A chief aim of the new health care law was to take the pressure off emergency rooms by mandating that people have insurance coverage.  The idea was that if people have insurance, they will go to a doctor rather than putting off care until they faced an emergency. 

However, the new health care law will pack 32 million newly insured people into emergency rooms already crammed beyond capacity, according to experts on health care facilities.  People who build hospitals say the newly insured people will still go to emergency rooms for primary care because they don't have a doctor. 

Some Democrats agree with this assessment.  Rep. Jim McDermott (D-Wash.) suspects the fallout that occurred in Massachusetts' emergency rooms could happen nationwide after health reform kicks in: 

  • In 2006 Massachusetts created near-universal coverage for residents, which was supposed to ease the traffic in hospital emergency rooms.
  • But a recent poll by the American College of Emergency Physicians found that nearly two-thirds of the state's residents say emergency department wait times have either increased or remained the same.
  • A February 2010 report by The Council of State Governments found that wait times had not abated since the law took effect.  

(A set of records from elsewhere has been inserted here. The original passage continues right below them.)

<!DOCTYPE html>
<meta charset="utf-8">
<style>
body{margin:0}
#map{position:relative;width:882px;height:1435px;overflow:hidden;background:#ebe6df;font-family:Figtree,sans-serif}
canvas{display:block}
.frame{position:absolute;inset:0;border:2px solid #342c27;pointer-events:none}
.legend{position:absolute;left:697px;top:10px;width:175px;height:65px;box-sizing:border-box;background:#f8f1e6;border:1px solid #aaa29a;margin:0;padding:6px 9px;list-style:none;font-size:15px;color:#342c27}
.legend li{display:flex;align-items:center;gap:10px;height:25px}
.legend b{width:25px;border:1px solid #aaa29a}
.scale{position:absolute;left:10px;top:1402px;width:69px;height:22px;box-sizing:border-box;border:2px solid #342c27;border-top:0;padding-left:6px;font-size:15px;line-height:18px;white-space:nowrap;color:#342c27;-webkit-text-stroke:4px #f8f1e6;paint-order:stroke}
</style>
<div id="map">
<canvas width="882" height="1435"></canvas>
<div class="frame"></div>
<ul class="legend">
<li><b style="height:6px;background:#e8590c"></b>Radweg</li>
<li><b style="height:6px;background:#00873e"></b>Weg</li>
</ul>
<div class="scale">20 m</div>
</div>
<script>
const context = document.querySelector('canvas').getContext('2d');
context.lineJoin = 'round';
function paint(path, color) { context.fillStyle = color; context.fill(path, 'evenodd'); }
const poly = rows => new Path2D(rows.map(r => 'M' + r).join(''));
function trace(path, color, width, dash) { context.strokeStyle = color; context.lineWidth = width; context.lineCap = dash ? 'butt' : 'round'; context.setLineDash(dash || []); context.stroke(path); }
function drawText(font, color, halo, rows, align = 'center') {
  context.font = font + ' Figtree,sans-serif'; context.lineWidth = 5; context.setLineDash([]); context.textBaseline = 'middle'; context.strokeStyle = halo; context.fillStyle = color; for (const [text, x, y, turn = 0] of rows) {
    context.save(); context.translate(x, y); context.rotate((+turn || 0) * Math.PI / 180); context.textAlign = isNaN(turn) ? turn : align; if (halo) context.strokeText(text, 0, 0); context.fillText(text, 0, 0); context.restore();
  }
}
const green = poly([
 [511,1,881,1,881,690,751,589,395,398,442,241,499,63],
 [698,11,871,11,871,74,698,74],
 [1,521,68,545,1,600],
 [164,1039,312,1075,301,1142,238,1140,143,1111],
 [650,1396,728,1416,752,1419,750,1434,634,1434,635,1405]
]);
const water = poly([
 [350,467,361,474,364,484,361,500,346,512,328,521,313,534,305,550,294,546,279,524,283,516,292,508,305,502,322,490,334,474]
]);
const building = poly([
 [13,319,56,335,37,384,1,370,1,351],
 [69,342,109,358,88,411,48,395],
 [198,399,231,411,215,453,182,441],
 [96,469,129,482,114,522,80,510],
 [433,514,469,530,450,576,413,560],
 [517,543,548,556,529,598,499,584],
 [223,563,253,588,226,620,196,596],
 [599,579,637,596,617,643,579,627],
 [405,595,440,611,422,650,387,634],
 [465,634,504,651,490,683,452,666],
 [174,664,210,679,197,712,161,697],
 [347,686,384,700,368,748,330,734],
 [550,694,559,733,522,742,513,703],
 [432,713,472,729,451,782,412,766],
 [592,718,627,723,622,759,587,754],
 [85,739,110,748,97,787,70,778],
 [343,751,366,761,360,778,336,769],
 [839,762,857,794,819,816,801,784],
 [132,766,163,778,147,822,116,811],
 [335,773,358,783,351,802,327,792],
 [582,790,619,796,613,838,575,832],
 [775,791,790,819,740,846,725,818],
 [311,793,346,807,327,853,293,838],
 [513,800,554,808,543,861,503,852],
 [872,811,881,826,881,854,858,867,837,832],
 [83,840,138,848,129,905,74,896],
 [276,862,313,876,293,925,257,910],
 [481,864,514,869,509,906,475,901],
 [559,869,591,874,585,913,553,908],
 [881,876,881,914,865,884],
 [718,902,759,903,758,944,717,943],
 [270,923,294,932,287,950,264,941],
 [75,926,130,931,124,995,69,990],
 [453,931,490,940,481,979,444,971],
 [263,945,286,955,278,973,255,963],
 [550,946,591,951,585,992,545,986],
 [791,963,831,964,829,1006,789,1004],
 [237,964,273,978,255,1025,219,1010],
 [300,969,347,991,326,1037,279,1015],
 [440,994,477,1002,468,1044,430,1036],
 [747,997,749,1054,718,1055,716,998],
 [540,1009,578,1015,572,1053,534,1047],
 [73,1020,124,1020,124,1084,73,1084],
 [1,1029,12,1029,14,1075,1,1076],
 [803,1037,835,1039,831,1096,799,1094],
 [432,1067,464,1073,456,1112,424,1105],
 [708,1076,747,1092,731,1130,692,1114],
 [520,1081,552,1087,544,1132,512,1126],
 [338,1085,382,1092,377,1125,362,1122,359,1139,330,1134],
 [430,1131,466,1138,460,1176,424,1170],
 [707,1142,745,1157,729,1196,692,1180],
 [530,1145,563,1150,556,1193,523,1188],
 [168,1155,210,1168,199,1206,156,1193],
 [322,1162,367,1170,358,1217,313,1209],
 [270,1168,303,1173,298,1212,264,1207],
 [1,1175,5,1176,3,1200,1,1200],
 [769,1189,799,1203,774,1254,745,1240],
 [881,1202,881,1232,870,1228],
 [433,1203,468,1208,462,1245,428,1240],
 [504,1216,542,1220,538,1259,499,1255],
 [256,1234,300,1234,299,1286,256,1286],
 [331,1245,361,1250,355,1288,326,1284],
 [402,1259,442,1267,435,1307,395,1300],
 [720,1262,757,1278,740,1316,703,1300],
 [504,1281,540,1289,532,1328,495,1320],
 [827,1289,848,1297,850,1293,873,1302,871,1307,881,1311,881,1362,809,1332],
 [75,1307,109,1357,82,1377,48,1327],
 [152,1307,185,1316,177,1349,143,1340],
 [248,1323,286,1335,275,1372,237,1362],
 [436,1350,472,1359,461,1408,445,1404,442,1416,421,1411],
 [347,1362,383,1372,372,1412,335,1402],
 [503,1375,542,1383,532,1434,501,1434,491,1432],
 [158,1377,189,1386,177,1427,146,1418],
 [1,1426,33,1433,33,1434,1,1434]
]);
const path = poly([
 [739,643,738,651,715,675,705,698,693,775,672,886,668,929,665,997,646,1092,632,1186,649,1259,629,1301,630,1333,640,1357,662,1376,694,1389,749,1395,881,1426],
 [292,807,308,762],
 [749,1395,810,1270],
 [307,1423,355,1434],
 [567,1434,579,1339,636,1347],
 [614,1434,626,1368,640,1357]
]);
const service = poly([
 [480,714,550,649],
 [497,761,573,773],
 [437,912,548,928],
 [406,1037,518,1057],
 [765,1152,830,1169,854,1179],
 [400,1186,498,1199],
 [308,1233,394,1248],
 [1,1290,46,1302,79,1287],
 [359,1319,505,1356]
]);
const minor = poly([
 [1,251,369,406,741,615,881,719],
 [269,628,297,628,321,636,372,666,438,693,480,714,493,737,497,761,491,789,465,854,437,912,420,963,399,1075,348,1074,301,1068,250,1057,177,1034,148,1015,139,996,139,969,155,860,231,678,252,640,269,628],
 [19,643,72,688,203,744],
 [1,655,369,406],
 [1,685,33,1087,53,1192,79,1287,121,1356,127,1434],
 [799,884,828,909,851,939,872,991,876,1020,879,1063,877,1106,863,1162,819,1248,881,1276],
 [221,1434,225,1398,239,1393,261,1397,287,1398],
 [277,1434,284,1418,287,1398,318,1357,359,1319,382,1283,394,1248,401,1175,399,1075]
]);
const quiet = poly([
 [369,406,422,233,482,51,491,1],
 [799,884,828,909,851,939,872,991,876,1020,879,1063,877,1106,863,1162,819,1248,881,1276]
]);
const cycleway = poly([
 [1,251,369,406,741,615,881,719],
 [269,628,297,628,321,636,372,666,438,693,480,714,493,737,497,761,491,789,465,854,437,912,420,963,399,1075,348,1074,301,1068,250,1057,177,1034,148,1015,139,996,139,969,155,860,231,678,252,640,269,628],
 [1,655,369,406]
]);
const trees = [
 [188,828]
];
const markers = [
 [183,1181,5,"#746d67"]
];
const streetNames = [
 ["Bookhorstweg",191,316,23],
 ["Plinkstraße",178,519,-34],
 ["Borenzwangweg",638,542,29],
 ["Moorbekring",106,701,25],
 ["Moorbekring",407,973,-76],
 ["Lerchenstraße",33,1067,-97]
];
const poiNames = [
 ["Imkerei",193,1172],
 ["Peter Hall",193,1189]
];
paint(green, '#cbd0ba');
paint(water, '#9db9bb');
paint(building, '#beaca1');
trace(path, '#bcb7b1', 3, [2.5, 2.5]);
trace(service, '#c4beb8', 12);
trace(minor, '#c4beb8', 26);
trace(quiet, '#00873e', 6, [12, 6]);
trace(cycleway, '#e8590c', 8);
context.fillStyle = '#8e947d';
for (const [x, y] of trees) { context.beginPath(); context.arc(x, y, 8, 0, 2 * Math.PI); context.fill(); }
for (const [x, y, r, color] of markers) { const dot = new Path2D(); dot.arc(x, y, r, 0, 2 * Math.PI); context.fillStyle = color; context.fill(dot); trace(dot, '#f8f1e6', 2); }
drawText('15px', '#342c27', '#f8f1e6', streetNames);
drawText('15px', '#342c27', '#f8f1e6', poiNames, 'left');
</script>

"That is not an unrealistic question about what's going to happen in the next four years as you bring all these people on; who are they going to see?" McDermott said. 

Richard Foster, Chief Actuary at the Centers for Medicare and Medicaid Services, told The Hill that the current dearth of primary care physicians could lead to greater stress on hospital emergency rooms. 

The Academy of Architecture for Health predicts hospitals will need at least $2 trillion over the next 20 years to meet the coming demand.